NICE has produced two supporting documents to accompany the quality standard on nutrition support.

One aims to help commissioners and others to understand the implications and potential resource impact of the standard. This item was developed as part of the implementation programme, and provides an overview of nutritional support in adults in the context of the epidemiology of malnutrition, the importance of integrated care within and between care settings, and the estimated cost benefit associated with implementing appropriate nutritional support.15 The other document provides information for people who use NHS nutrition support services.16

Implementation of the quality standard

To facilitate use of the quality standard on nutrition support and to put healthcare and social care policies in context, a variety of resource materials are available from NICE and other organisations (see Box 1, next page). It is important to appreciate that malnutrition not only has detrimental effects in the care setting in which the person is being managed, but also in other settings; for example, compared with well-nourished individuals, malnourished people have both more GP visits and hospital admissions. Similarly, patients discharged from hospital not only have additional readmissions to hospitals but also more GP visits.

Box 1: Useful resource materials for implementing the quality standard for nutrition support

NICE resources (www.nice.org.uk/guidance)

  • NICE quality standard on nutrition support in adults14
  • NICE support for commissioners and others using the quality standard on nutrition support in adults:15
    • supporting material for commissioners and others using this quality standard
  • Patient information:16
    • this document is written for people and/or their carers who use the NHS nutrition support services, but it may also be useful for family members, friends, advocates of nutritional support, and those with an interest in malnutrition
  • Clinical Guideline 32 and associated slide set:
    • the 2006 NICE Clinical Guideline on Nutrition support in adults19 and the accompanying slide set help put the quality standard into context
  • NICE shared-learning database:
    • this database provides examples of good practice including those involving nutritional care 20 (e.g. Fighting malnutrition: a strategic, multidisciplinary approach; a partnership approach to improving the nutritional care of our patients, implementing nutritional screening in care homes; and weighing scales and stadiometers: the need for accurate instruments in adults nutrition support).

Related NICE quality standards (www.nice.org.uk/guidance/qualitystandards/qualitystandards.jsp)

  • Patient experience in adult NHS Services (2012)21
  • Service user experience in adult mental health (2011).22

National Prescribing Centre (www.npc.co.uk)

  • Prevention and treatment of adult malnutrition: appropriate prescribing of oral nutritional supplements.23

Care Quality Commission (www.cqc.org.uk)

  • Essential standards of quality and safety.24

Department of Health (www.dh.gov.uk)

  • Improving nutritional care25
  • Essence of care.26

Age Concern (www.ageuk.org.uk)

  • Hungry to be heard: the scandal of malnourished older people in hospital.8

British Association for Parenteral and Enteral Nutrition (www.bapen.org.uk)

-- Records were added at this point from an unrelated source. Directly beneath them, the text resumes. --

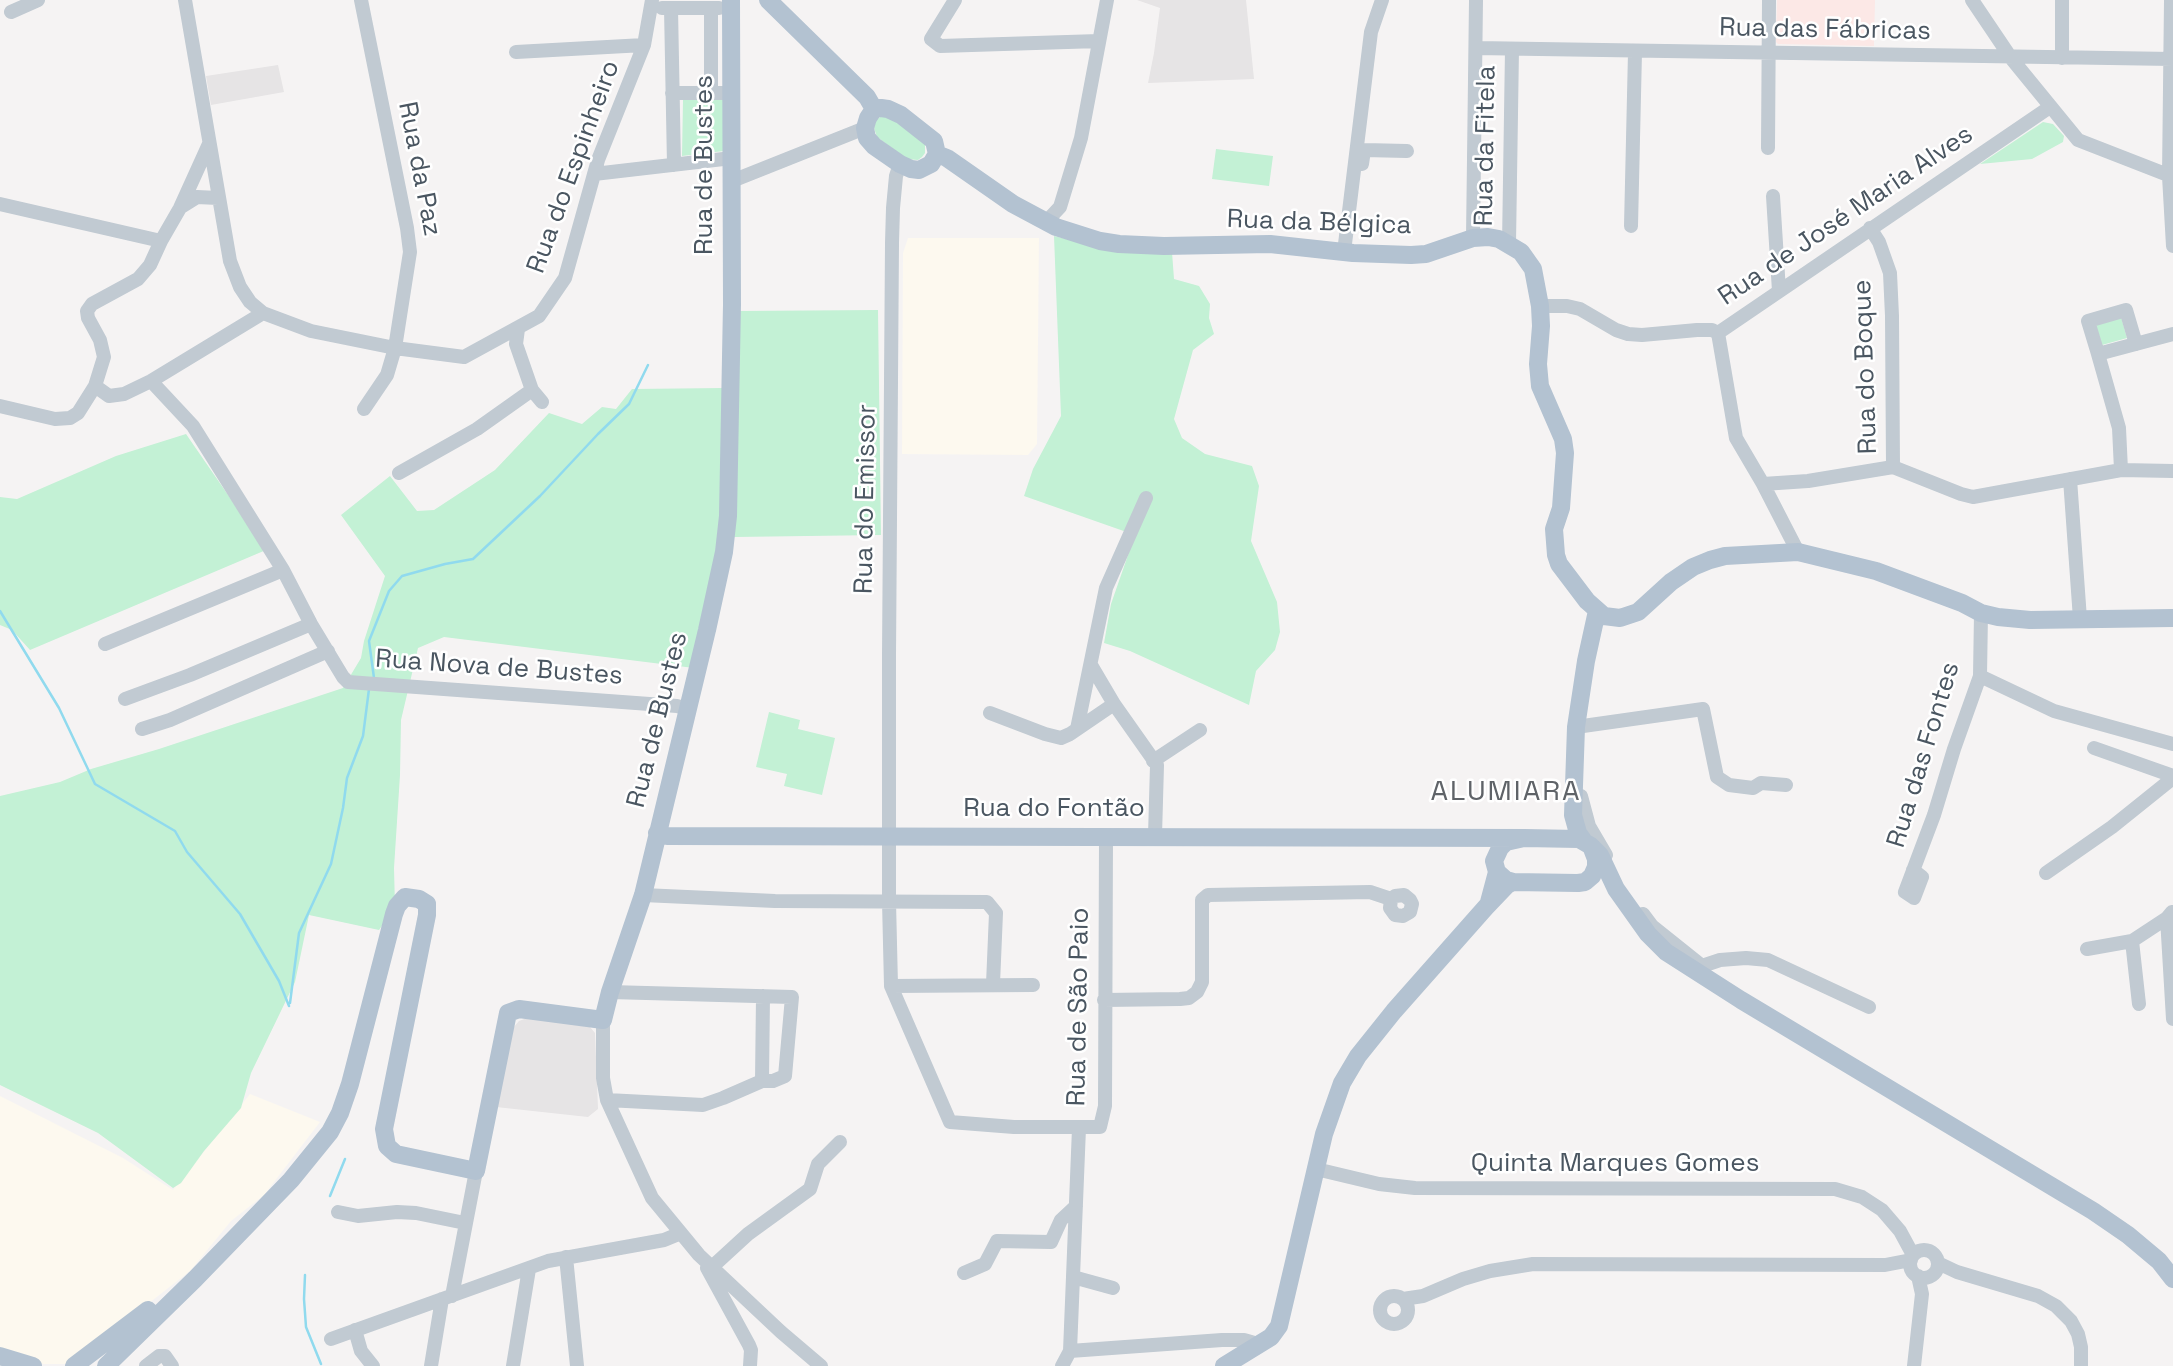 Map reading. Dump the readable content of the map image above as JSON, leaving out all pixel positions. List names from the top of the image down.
{
  "streets": {
    "main road": ["Rua de Bustes", "Rua da Bélgica", "Rua do Fontão"],
    "street": [
      "Rua das Fábricas",
      "Rua da Fitela",
      "Rua do Espinheiro",
      "Rua da Paz",
      "Rua de José Maria Alves",
      "Rua do Boque",
      "Rua do Emissor",
      "Rua Nova de Bustes",
      "Rua das Fontes",
      "Rua de São Paio",
      "Quinta Marques Gomes"
    ]
  },
  "crossings": [
    ["Rua das Fábricas", "Rua da Fitela"],
    ["Rua da Fitela", "Rua da Bélgica"],
    ["Rua de Bustes", "Rua Nova de Bustes"],
    ["Rua de Bustes", "Rua do Fontão"],
    ["Rua do Espinheiro", "Rua da Paz"],
    ["Rua de José Maria Alves", "Rua do Boque"],
    ["Rua do Emissor", "Rua do Fontão"],
    ["Rua do Fontão", "Rua de São Paio"]
  ],
  "districts": ["ALUMIARA"]
}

  • ‘MUST’ toolkit (includes aids such as charts, apps, and calculators), ‘MUST’ app, ‘MUST’ calculator, and ‘MUST’ report27
  • A toolkit for commissioners and providers in England28
  • e-Learning resources on nutritional screening for hospitals and the community (separate modules for hospital, care home, and primary care modules)29
  • Combating malnutrition: recommendations for action1
  • Screening for malnutrition in sheltered housing30
  • Improving nutritional care and treatment: perspectives from population groups, patients and carers31
  • Nutrition screening surveys.2-5

National Confidential Enquiry into Patient Outcome and Death (www.ncepod.org.uk)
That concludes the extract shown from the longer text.